The Reserve Bank of India (RBI) kept its policy interest rate unchanged at a five-year low of 6.50 percent on Tuesday, while signalling the prospect of another cut later this year if monsoon dampens upward pressure on food prices.
Marie Diron, senior vice-president, sovereign risk group, Moody's Investors Service, Singapore:
"Looking forward, we do not expect a significant change in the monetary policy stance. Rather, the transmission of monetary policy will influence India's economic developments and credit profile.
"First, the effectiveness of the monetary policy framework in maintaining inflation at moderate levels could be tested this year. The RBI highlighted today the uncertain trajectory of inflation.

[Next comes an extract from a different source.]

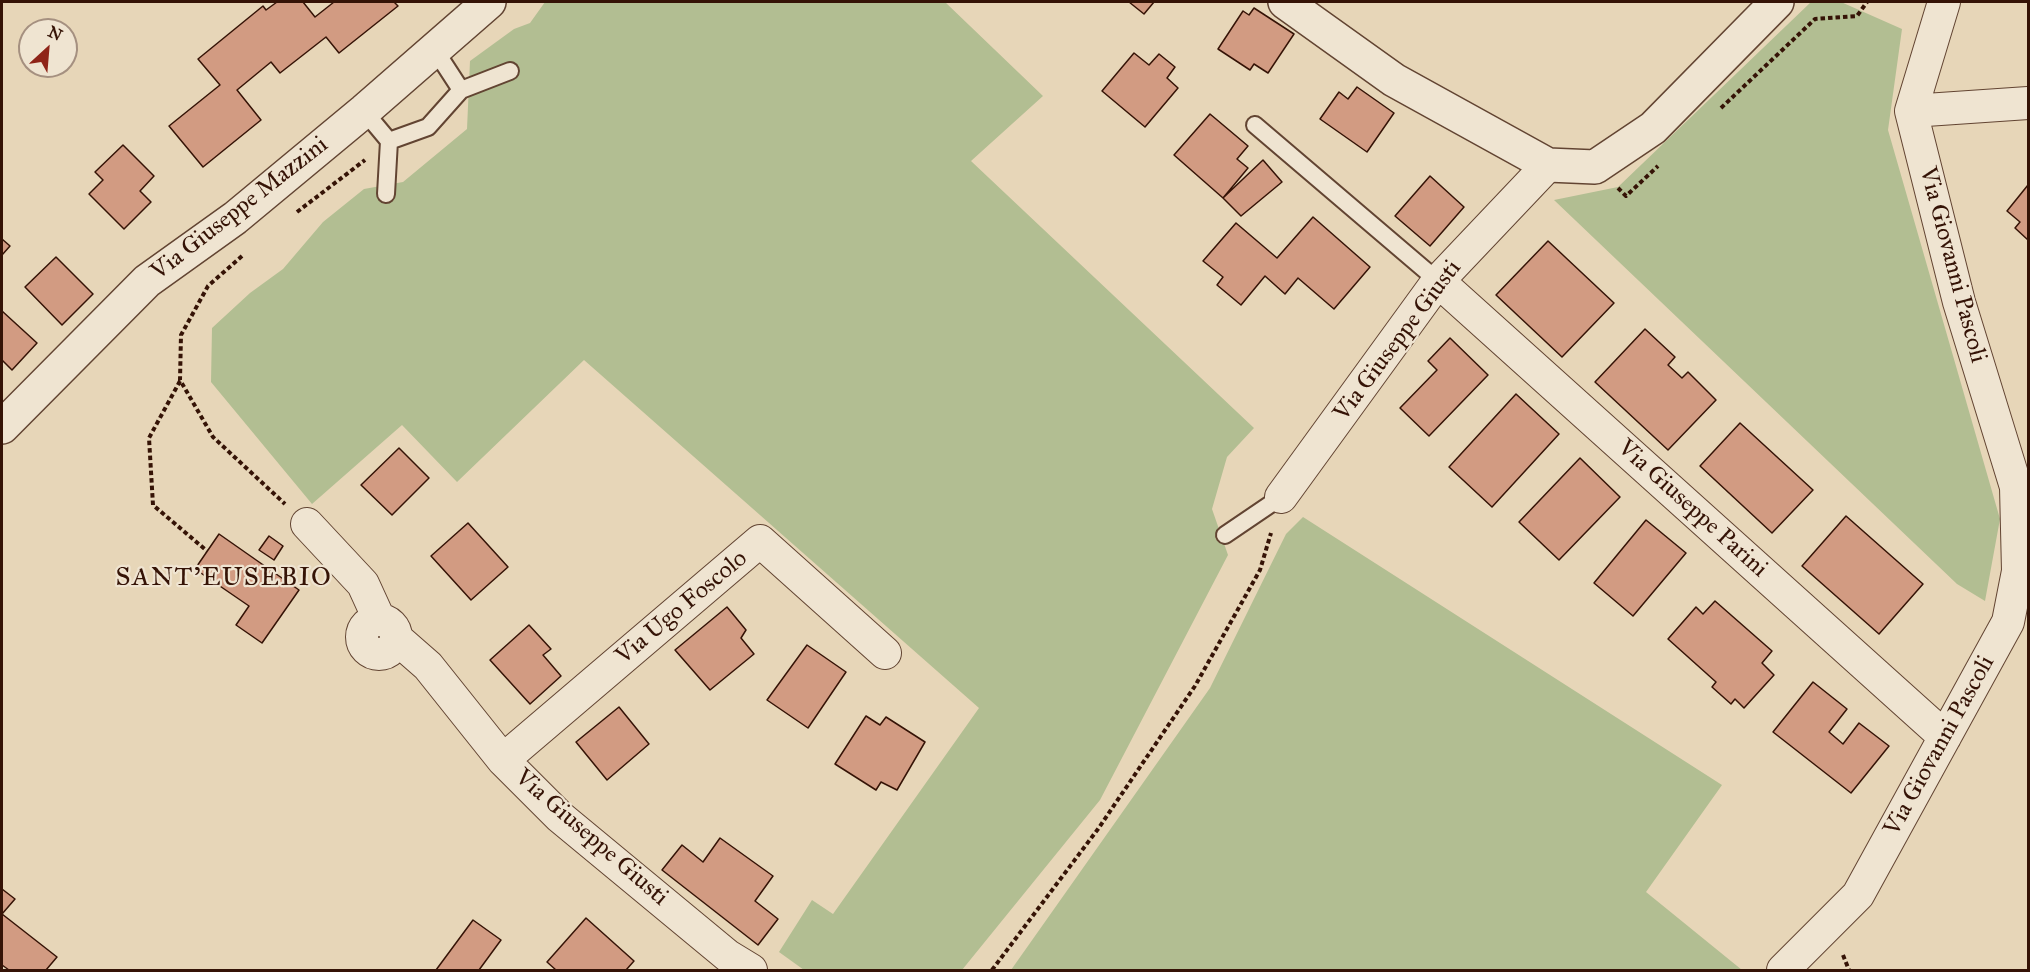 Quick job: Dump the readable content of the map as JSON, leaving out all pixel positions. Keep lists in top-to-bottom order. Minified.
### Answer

"A renewed sharp depreciation of the rupee, potentially linked to volatility in global financial markets, could also stoke inflationary pressures. Moreover, with details of the implementation of the Pay Commission's recommendation still unclear, the outlook for wage, housing and overall consumer price inflation remains uncertain and subject to upside risks."
Devendra Kumar Pant, chief economist, India Ratings and Research
"It is on expected lines and I think it was one of the rare events when everybody was expecting a status quo.
"As of now this does not change our view on the future rate cuts. We are expecting one more rate cut this fiscal based on the way things are.
"We still hold our view that there may be another 25 basis point rate cut in this fiscal year."
Rana Kapoor, MD & CEO, YES Bank, Mumbai:
"I foresee RBI's cautious stance giving way to accommodative actions in August, on the back of favourable monsoon outcomes and sustained acceleration of government reforms.
"Despite a compelling case to cut interest rates amidst favourable monsoon outlook, CPI inflation in line with RBI's projected path, the government's progressive reforms and fiscal consolidation and the need to nurture growth, RBI has preferred to remain cautious. It appears that the uncertainties on the global horizon with Fed policy overhang and UK Brexit vote tipped RBI's decision in favour of a status quo. With its accommodative stance still in place, I now see high probability of a rate cut in August by at least 50 bps."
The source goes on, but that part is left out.